Formel 1

Unfall-Qualifying in Suzuka - Qualifying - Vettel auf Pole, Glock im Krankenhaus

Die Bilanz des Qualifyings in Suzuka: Vier Unfälle, drei Abbrüche, ein Pilot im Krankenhaus, viel Schrott und Sebastian Vettel auf der Pole Position.
von Stephan Heublein

Motorsport-Magazin.com - Zwei Deutsche spielten die Hauptrolle im Qualifying in Suzuka: Sebastian Vettel war der Glücklich. Er fuhr auf die Pole Position für das Rennen am Sonntag. Timo Glock war der Pechvogel. Er hatte im zweiten Qualifyingabschnitt einen heftigen Unfall und musste mit einer Beinverletzung und Rückenbeschwerden ins Krankenhaus geflogen werden. Davon abgesehen geht es dem Toyota-Piloten den Umständen entsprechend gut.

Neben Vettel geht Glocks Teamkollege Jarno Trulli von Startplatz 2 in das Toyota-Heimspiel. Aus Reihe 2 starten die ehemaligen F3-Teamkollegen Lewis Hamilton und Adrian Sutil. Der beste Brawn GP-Pilot ist Rubens Barrichello auf Position 5 - vor Nick Heidfeld, Jenson Button und Kimi Räikkönen.
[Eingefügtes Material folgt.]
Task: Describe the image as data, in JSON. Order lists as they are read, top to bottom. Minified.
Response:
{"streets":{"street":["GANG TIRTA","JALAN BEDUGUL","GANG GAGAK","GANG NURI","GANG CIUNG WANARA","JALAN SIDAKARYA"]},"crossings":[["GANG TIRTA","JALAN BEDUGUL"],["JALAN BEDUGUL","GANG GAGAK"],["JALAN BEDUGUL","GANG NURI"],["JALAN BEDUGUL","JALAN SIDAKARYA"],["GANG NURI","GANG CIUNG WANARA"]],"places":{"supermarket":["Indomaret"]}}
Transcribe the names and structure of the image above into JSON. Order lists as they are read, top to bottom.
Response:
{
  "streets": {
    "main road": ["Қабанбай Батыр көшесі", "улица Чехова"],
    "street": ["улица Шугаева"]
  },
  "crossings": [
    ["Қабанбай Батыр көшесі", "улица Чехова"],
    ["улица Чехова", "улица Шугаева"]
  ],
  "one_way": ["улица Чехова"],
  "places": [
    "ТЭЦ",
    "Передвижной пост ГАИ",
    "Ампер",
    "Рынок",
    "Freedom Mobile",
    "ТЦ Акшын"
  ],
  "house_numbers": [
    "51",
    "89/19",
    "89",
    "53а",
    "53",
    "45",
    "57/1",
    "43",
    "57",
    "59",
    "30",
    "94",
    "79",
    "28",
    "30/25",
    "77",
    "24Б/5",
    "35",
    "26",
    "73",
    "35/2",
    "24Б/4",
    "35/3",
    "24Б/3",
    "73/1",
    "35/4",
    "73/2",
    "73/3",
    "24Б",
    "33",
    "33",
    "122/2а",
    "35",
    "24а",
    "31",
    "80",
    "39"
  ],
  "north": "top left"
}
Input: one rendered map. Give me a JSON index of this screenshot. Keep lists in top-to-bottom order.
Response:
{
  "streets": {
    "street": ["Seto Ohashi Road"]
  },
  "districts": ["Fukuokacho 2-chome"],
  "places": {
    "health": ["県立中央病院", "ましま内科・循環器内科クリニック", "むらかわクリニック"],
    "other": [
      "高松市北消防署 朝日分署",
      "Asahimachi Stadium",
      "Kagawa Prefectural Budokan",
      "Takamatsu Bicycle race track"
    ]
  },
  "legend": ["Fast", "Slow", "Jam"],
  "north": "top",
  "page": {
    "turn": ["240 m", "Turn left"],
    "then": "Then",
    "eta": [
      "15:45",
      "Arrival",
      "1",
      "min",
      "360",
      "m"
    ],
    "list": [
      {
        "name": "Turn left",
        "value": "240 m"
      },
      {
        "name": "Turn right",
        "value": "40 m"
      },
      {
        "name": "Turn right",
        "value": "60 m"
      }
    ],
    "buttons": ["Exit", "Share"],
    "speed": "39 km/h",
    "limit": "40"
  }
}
"Ich bin sehr zufrieden", sagte Vettel. "In Singapur und hier scheinen wir wieder zu alter Stärke gefunden zu haben. Das müssen wir im Rennen bestätigen. Ich hoffe, dass alles gut klappt und wir am Ende auf dem Podium stehen."

Nach drei Unfällen und zwei Unterbrechungen in der zweiten Qualifyingsession begann auch Session drei mit einem Unfall: Heikki Kovalainen verlor in der Degner-Kurve die Kontrolle über seinen McLaren und schlug leicht im Reifenstapel ein. Der Pilot blieb unverletzt. Das Qualifying wurde jedoch zur Bergung seines Silberpfeils zum dritten Mal an diesem Tag unterbrochen

Unfälle von Glock und Alguersuari

Vettel startet von der Pole Position. - Foto: Sutton

Gleich zwei Mal musste das zweite Qualifying unterbrochen werden. Zunächst wegen eines Abflugs von Jaime Alguersuari, dann kurz darauf wegen eines Unfalls von Timo Glock. Der gesundheitlich angeschlagene Toyota-Pilot schlug in der Schlusskurve in der Streckenrandbegrenzung ein und bohrte sich in die Reifenstapel.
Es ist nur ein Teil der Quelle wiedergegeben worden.